NorthfaceI have a love-hate relationship with my North Face. Let me explain: I don’t have one of those thin, lightweight – walk in the park on a slightly brisk morning North Faces. No, I have a climb up Mt. Kilimanjaro (pre-global warming) North Face, the type of North Face that you can wear outside on a frigid day with a soaking wet wife-beater underneath and not feel a thing.  I wait until all hope is lost and the real cold weather has set in to pull it out of the closet.  It is a weapon of last resort. Speaking of pulling it out the closet, it literally takes up my entire closet.

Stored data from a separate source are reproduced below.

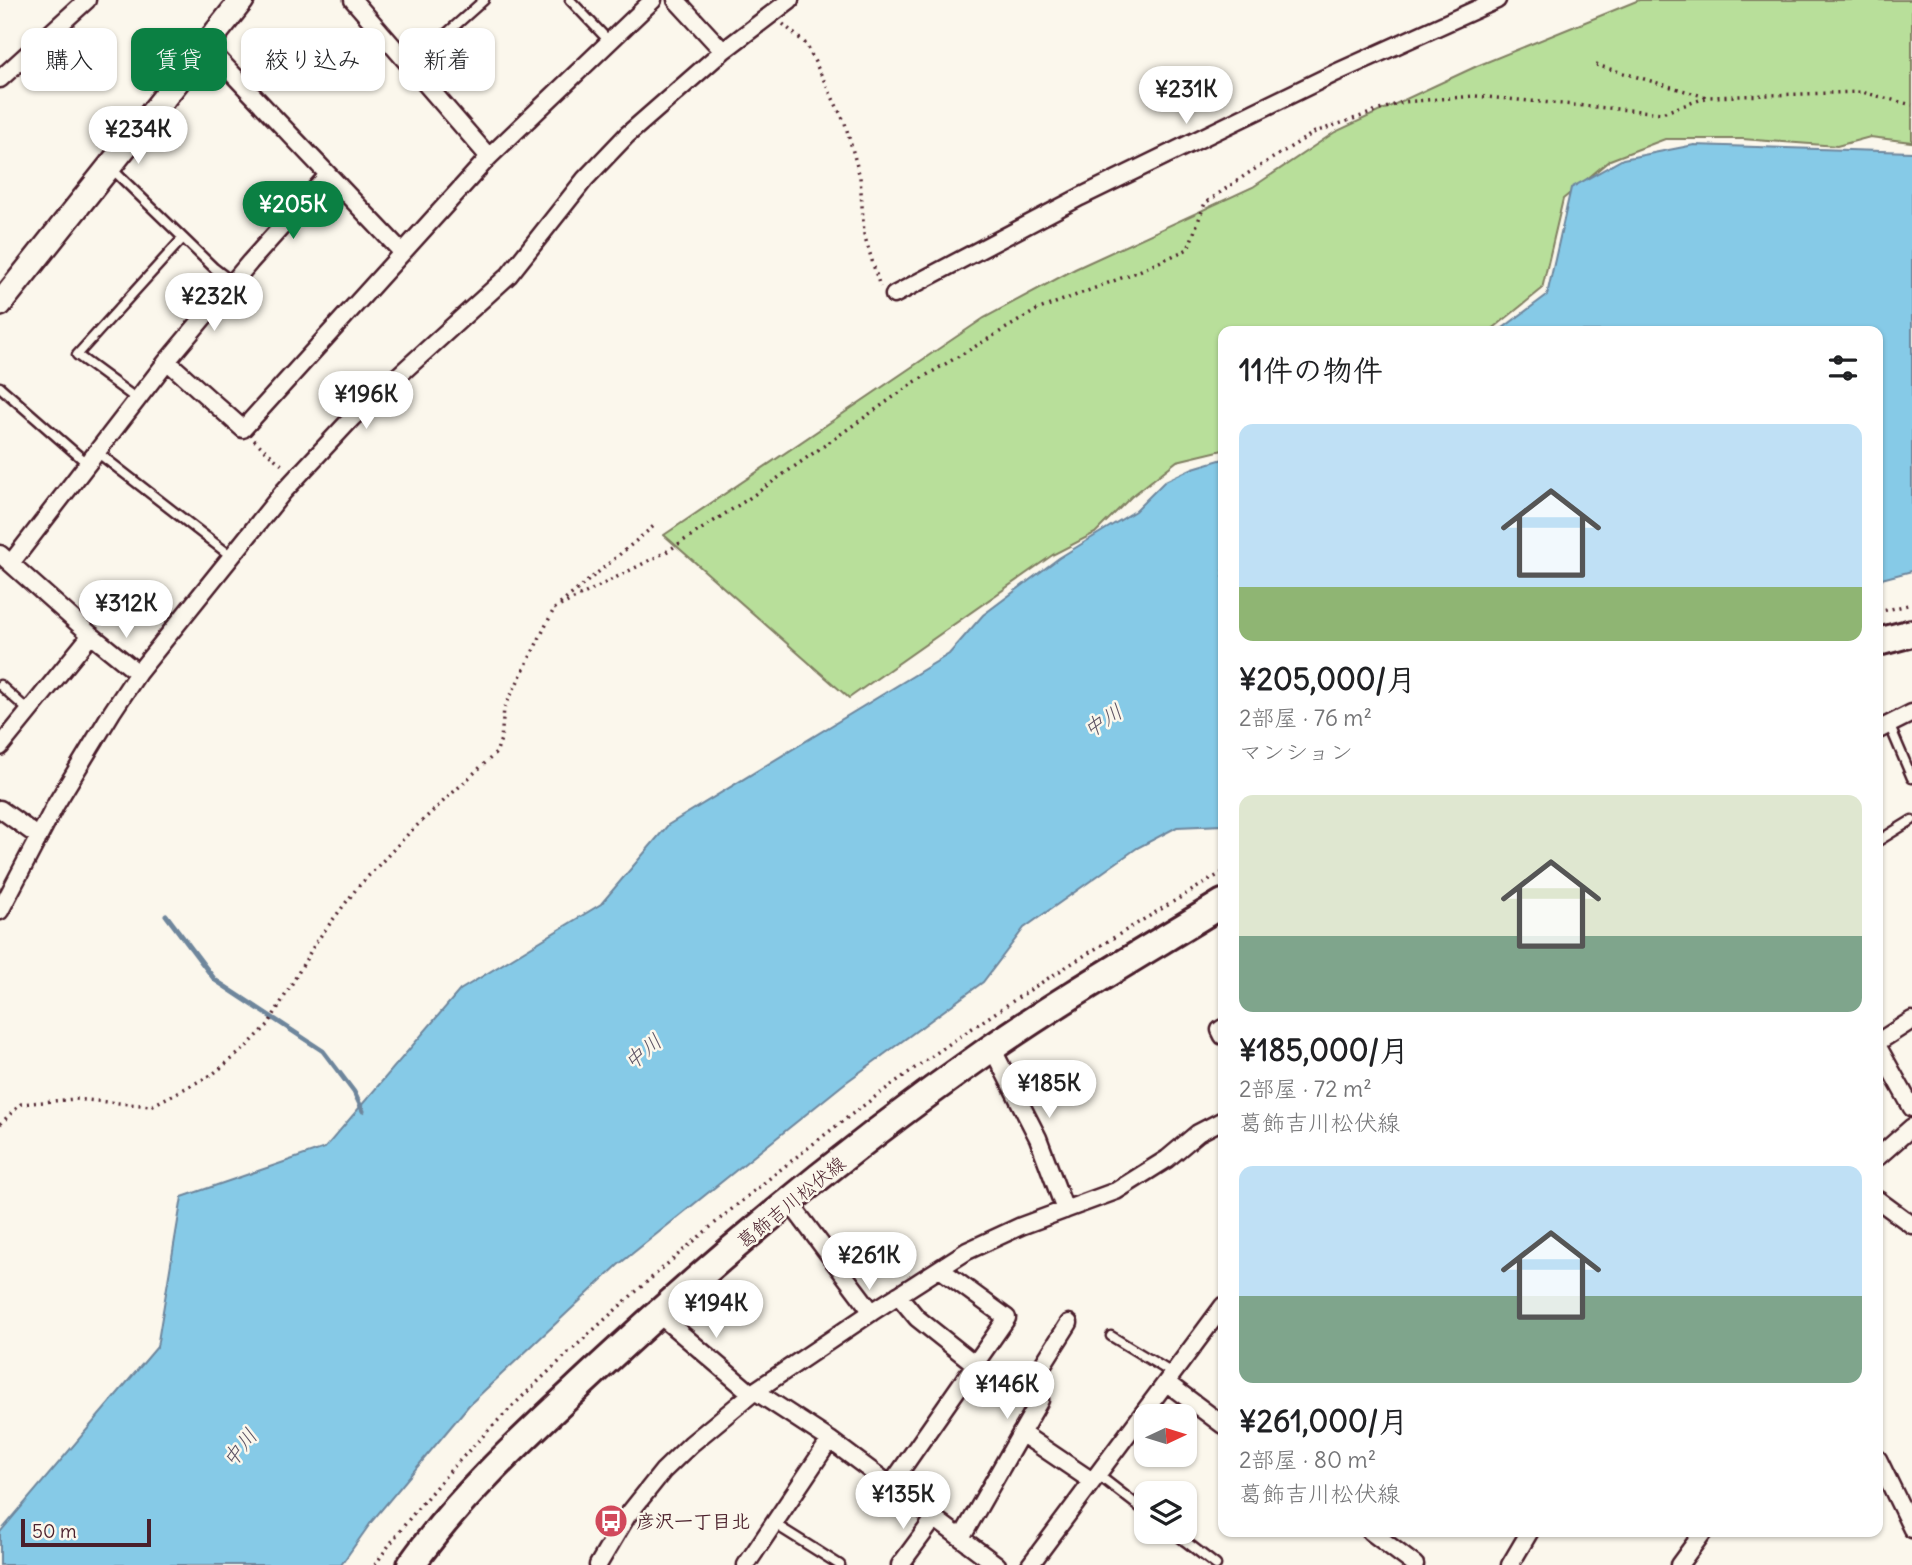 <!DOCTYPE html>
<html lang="ja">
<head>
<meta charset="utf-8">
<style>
  :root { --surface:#fff; --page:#f6f6f6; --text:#202124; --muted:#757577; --accent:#0b8043 }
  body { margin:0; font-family:Delius,"Klee One",sans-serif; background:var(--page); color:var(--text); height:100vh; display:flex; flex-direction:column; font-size:26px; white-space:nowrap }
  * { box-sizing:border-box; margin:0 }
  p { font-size:23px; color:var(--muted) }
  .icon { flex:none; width:38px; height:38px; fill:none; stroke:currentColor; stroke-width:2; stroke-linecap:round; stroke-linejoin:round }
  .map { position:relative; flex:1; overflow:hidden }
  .details { position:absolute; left:1218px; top:326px; width:665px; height:1211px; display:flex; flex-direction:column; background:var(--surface); border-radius:14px; box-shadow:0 2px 5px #0004 }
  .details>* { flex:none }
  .hud { position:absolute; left:21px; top:28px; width:665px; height:63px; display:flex; gap:14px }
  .needle { width:46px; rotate:86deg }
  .buttons { position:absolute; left:1134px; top:1404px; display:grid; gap:14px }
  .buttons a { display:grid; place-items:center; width:63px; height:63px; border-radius:14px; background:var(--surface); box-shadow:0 2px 5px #0004; font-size:35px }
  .scale { position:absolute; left:21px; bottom:18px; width:130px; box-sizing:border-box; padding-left:7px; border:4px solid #4a1f2b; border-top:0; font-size:19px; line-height:24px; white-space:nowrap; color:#4a1f2b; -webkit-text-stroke:5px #fbf7ec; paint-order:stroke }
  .price { position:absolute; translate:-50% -60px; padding:0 16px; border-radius:24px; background:#fff; color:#222; font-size:23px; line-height:46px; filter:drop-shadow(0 2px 4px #0008) }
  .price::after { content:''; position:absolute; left:50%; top:42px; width:21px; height:16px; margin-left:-10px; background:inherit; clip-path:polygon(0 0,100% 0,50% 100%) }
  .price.selected { background:var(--accent); color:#fff }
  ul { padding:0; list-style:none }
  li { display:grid; align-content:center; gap:14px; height:371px; padding:0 21px }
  li span { display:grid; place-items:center; height:217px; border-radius:14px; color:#555 }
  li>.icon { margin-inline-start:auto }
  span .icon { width:126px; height:126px; fill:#fffc; stroke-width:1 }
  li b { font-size:30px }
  h2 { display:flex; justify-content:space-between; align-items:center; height:84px; padding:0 21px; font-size:30px }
  .chip { padding:0 24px; border-radius:14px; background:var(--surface); box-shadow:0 2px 5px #0004; font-size:24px; line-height:63px }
  .chip.selected { background:var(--accent); color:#fff }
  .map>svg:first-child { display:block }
  .green { fill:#b8df9a; stroke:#817f62; stroke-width:2 }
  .water { fill:#86cae7; stroke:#6e869c; stroke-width:2 }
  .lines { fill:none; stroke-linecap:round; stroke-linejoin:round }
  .stream { stroke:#6e869c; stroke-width:5 }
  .lane-casing { stroke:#4a1f2b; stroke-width:13 }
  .street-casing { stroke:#4a1f2b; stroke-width:21 }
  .secondary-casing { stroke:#4a1f2b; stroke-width:28 }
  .primary-casing { stroke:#4a1f2b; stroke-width:32 }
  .path { stroke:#4a1f2b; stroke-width:3.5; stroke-dasharray:2 5; stroke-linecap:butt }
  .lane { stroke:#fbf7ec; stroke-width:8 }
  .street { stroke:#fbf7ec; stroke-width:16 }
  .secondary { stroke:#fbf7ec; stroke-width:23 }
  .primary { stroke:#fbf7ec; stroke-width:26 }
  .labels { text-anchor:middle; stroke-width:5; stroke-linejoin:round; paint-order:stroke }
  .street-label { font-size:19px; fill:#4a1f2b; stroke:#fbf7ec }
  .poi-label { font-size:19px; font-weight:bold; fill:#4a1f2b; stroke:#fbf7ec; text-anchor:start }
  .water-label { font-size:21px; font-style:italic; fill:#5c5263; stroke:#fbf7ec }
</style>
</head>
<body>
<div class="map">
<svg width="1912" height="1565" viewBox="0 0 1912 1565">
  <rect width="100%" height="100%" fill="#fbf7ec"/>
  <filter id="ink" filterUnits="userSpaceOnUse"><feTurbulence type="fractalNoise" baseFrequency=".0143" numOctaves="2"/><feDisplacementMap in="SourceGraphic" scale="14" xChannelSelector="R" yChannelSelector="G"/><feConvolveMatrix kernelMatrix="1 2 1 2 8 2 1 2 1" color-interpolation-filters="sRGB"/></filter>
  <g filter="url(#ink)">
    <path class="green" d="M 1639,0 L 1912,0 L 1912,142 L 1870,137 L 1837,146 L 1742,139 L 1665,139 L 1610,160 L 1563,199 L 1542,289 L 1490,331 L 1223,331 L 1223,450 L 1177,461 L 1131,497 L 1095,533 L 1054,554 L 849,698 L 664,535 L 984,318 L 1075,269 L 1253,187 L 1335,132 L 1477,66 Z"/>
    <path class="water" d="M 1694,145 L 1912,152 L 1912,571 L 1878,580 L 1878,331 L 1499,331 L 1547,295 L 1571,188 L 1623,159 Z
      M 1223,459 L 1223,825 L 1177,827 L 1137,848 L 1024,928 L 983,982 L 845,1083 L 618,1265 L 469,1405 L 372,1521 L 341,1565 L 0,1565 L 0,1532 L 157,1347 L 182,1197 L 325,1148 L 460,990 L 601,904 L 668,825 L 949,654 L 983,615 L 1059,558 L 1135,511 L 1165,481 L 1193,468 Z"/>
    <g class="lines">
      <path class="stream" d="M 166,915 L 215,980 L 323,1051 L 354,1092 L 363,1111"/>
      <defs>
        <path id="lane" d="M 570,0 L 609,41
          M 410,66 L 484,0
          M 110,167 L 214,268 L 232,282
          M 0,387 L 88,464
          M 138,400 L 77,355 L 183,238
          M 97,452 L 231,556
          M 0,685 L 29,711
          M 1889,724 L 1912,778
          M 1878,841 L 1912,820
          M 1111,1336 L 1172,1373
          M 1097,1474 L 1146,1512
          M 773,1523 L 840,1565
          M 1172,1531 L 1216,1565"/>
        <path id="street" d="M 353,0 L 489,157
          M 676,0 L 723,51
          M 206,46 L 402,252
          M 0,79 L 87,0
          M 894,295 L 1080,197 L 1333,74 L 1497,0
          M 167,361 L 243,429 L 489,157 L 653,0
          M 0,554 L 91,635 L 138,673
          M 11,563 L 167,361 L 250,262 L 328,175
          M 1878,730 L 1912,713
          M 0,747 L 91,635
          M 0,809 L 39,837
          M 0,911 L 56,804 L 112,712 L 138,673 L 284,491 L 352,418 L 509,275 L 585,179 L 627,135 L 723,51 L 790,0
          M 1223,1028 L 1220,1030 L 1223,1036
          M 1878,1042 L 1912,1020
          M 1878,1047 L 1912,1108
          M 992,1048 L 1038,1138 L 1065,1210
          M 1878,1157 L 1912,1127
          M 1878,1200 L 1912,1225
          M 790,1203 L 872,1312
          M 898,1295 L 917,1318 L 976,1365
          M 657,1313 L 752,1394
          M 1167,1383 L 1223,1425
          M 755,1391 L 830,1440 L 997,1565
          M 1021,1433 L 1092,1481
          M 1878,1459 L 1912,1529
          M 890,1486 L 1007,1318 L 940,1269
          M 1370,1531 L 1415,1565
          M 962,1537 L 1040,1400 L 1033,1380 L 1069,1323
          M 598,1565 L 627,1516 L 663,1471 L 691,1444 L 755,1391 L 872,1312 L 967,1251 L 1021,1226 L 1116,1191 L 1167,1159 L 1198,1133 L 1223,1120
          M 746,1565 L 830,1440
          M 900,1565 L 934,1519
          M 1030,1565 L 1223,1306
          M 1510,1565 L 1530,1531
          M 1679,1565 L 1704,1531"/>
        <path id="secondary" d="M 0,304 L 242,0"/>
        <path id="primary" d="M 1878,642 L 1912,633
          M 411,1565 C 462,1493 529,1433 593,1373 C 717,1257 850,1147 990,1049 C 1065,997 1145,951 1223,903"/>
      </defs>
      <use href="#lane" class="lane-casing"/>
      <use href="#street" class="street-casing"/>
      <use href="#secondary" class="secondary-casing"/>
      <use href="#primary" class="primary-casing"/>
      <path class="path" d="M 783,24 L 806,44 L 845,123 L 860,177 L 864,234 L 880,287
        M 1596,65 L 1706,97
        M 254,440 L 285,468
        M 560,604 L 655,525
        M 554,609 L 666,552 L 748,499 L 915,382 L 1037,310 L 1137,272 L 1188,249 L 1205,203 L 1247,174 L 1315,132 L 1403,102 L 1475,96 L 1662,113 L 1708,97 L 1862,92 L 1912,105
        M 1878,612 L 1912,604
        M 0,1124 L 21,1104 L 75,1099 L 151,1106 L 213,1074 L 243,1050 L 268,1025 L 316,942 L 357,888 L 410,832 L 496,753 L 501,739 L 504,709 L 554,609
        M 375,1565 C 436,1477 510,1407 589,1334 C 712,1221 844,1114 983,1021 C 1061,968 1143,920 1223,872"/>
      <use href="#lane" class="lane"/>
      <use href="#street" class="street"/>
      <use href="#secondary" class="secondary"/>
      <use href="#primary" class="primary"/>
    </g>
  </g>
  <defs>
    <symbol id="bus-disc" viewBox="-11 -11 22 22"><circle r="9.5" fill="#d1495b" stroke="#fbf7ec"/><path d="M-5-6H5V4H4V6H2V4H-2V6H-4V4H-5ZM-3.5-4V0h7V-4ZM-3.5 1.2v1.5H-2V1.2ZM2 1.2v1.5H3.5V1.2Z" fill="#fff"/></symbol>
  </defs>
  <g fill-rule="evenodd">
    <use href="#bus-disc" x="592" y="1502" width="38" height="38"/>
  </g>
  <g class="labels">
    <g class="street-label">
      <text transform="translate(791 1202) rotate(-39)" y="7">葛飾吉川松伏線</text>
    </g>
    <g class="poi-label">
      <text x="636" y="1528">彦沢一丁目北</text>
    </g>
    <g class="water-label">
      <text transform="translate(1103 721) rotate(-33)" y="7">中川</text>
      <text transform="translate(643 1052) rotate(-40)" y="7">中川</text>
      <text transform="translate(240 1448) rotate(-52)" y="7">中川</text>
    </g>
  </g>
</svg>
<div class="buttons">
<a><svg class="needle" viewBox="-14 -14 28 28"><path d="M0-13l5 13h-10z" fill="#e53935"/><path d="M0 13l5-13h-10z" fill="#757577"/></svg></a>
<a><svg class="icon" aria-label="layers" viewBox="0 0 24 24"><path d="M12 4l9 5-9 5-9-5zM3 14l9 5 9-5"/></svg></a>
</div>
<div class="scale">50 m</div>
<b class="price" style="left:1186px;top:126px">¥231K</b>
<b class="price" style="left:138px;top:166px">¥234K</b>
<b class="price selected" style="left:293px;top:241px">¥205K</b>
<b class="price" style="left:214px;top:333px">¥232K</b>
<b class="price" style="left:366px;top:431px">¥196K</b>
<b class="price" style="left:126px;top:640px">¥312K</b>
<b class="price" style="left:1049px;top:1120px">¥185K</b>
<b class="price" style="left:869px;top:1292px">¥261K</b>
<b class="price" style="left:716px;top:1340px">¥194K</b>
<b class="price" style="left:1007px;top:1421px">¥146K</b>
<b class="price" style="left:903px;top:1531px">¥135K</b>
<div class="hud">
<a class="chip">購入</a>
<a class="chip selected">賃貸</a>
<a class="chip">絞り込み</a>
<a class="chip">新着</a>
</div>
<section class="details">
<h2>11件の物件<svg class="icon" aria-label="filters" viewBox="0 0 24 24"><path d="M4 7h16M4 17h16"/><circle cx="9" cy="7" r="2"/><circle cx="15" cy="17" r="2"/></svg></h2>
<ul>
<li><span style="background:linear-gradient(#bfe0f5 75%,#8fb573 0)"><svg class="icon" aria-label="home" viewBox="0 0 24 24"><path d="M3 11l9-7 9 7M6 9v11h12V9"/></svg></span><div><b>¥205,000/月</b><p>2部屋 · 76 m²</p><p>マンション</p></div></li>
<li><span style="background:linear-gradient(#dfe7d0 65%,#7fa58c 0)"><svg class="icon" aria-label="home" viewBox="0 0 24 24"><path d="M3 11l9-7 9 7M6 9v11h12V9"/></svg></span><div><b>¥185,000/月</b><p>2部屋 · 72 m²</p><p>葛飾吉川松伏線</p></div></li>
<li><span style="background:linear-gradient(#bfe0f5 60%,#7fa58c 0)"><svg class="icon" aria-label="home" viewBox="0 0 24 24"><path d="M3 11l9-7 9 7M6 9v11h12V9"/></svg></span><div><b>¥261,000/月</b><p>2部屋 · 80 m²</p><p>葛飾吉川松伏線</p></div></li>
</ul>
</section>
</div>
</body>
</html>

It must take a whole school of geese or whatever you call a bunch of geese to supply the feathers to fill my coat. I’m serious, a good dozen v-formations of geese is necessary just to pad this monstrosity. It is heavy, cumbersome and completely impervious to the elements, I think it might even be bulletproof.  Once I was driving with it on and it took me about 5 minutes of hard fought struggle to remove it as I drove, I almost crashed.  If I had crashed, I’m sure I would have survived unscathed because my North Face is way better than any airbag.  Another thing about my North Face is that it has mad pockets; it has pockets inside of pockets under pockets.  On one occasion in Washington Heights a cop harassed me because I “fit the description.” He proceeded to illegally frisk me; dude got tired from fruitlessly searching through the countless pockets on my North Face. Needless to say he didn’t find the twenty sac of high-grade marijuana I had stashed, to be completely honest, neither did I.  I still haven’t, it ended up in North Face pocket limbo. 

It’s not that I really hate my North Face but I loathe what my North Face represents, bitterly cold weather.  I have lived in this country since I arrived from the Dominican Republic when I was 5 and I still have not completely adjusted to extremely low temperatures or as my father refers to it, “un frío de película.” I welcome spring every year by putting away the North Face until the next winter.  With climate change being what it is, winter might arrive by June.  But in any case, spring is almost here and life is good. Long live spring!!! 

Comments

  1. Reply
    Carolina

    I can totally relate to you on not liking the cold…I dont have a north face but I rather be out in the sun chilling w. some shorts and chancletas than a coat…been in USA since I was 11 and still not used to the frio. I love your Republica Updates…I read each and every one of them…thank you.

    Carolina~

  2. Reply

    I look forward to reading your articles…they’re f*^& hilarious!!!
    mil bendiciones

  3. Reply
    Led Black

    Carolina & Joselyn – Thanks for the positive feedback. We’re glad that you like and support what we do here at the Republica Update. It’s funny because this morning as I was clearing the f-ing snow off of my car, one of my father’s other phrases for the cold weather came to mind, “esta frio con conjones”. I guess I won’t be able to put away the North Face just yet.

  4. Reply
    A Savage Just Like You.

    Hey Led Black…once again, this was another headbanger…you really touched those of us true NYkers who all share similar experiences…you should really try to convert all your great interpersonal writings into a tangible piece of literary art. Don’t the rest of you agree with me, Lets help Led out make him publish a cool book. Thanks again for entertaining my mind.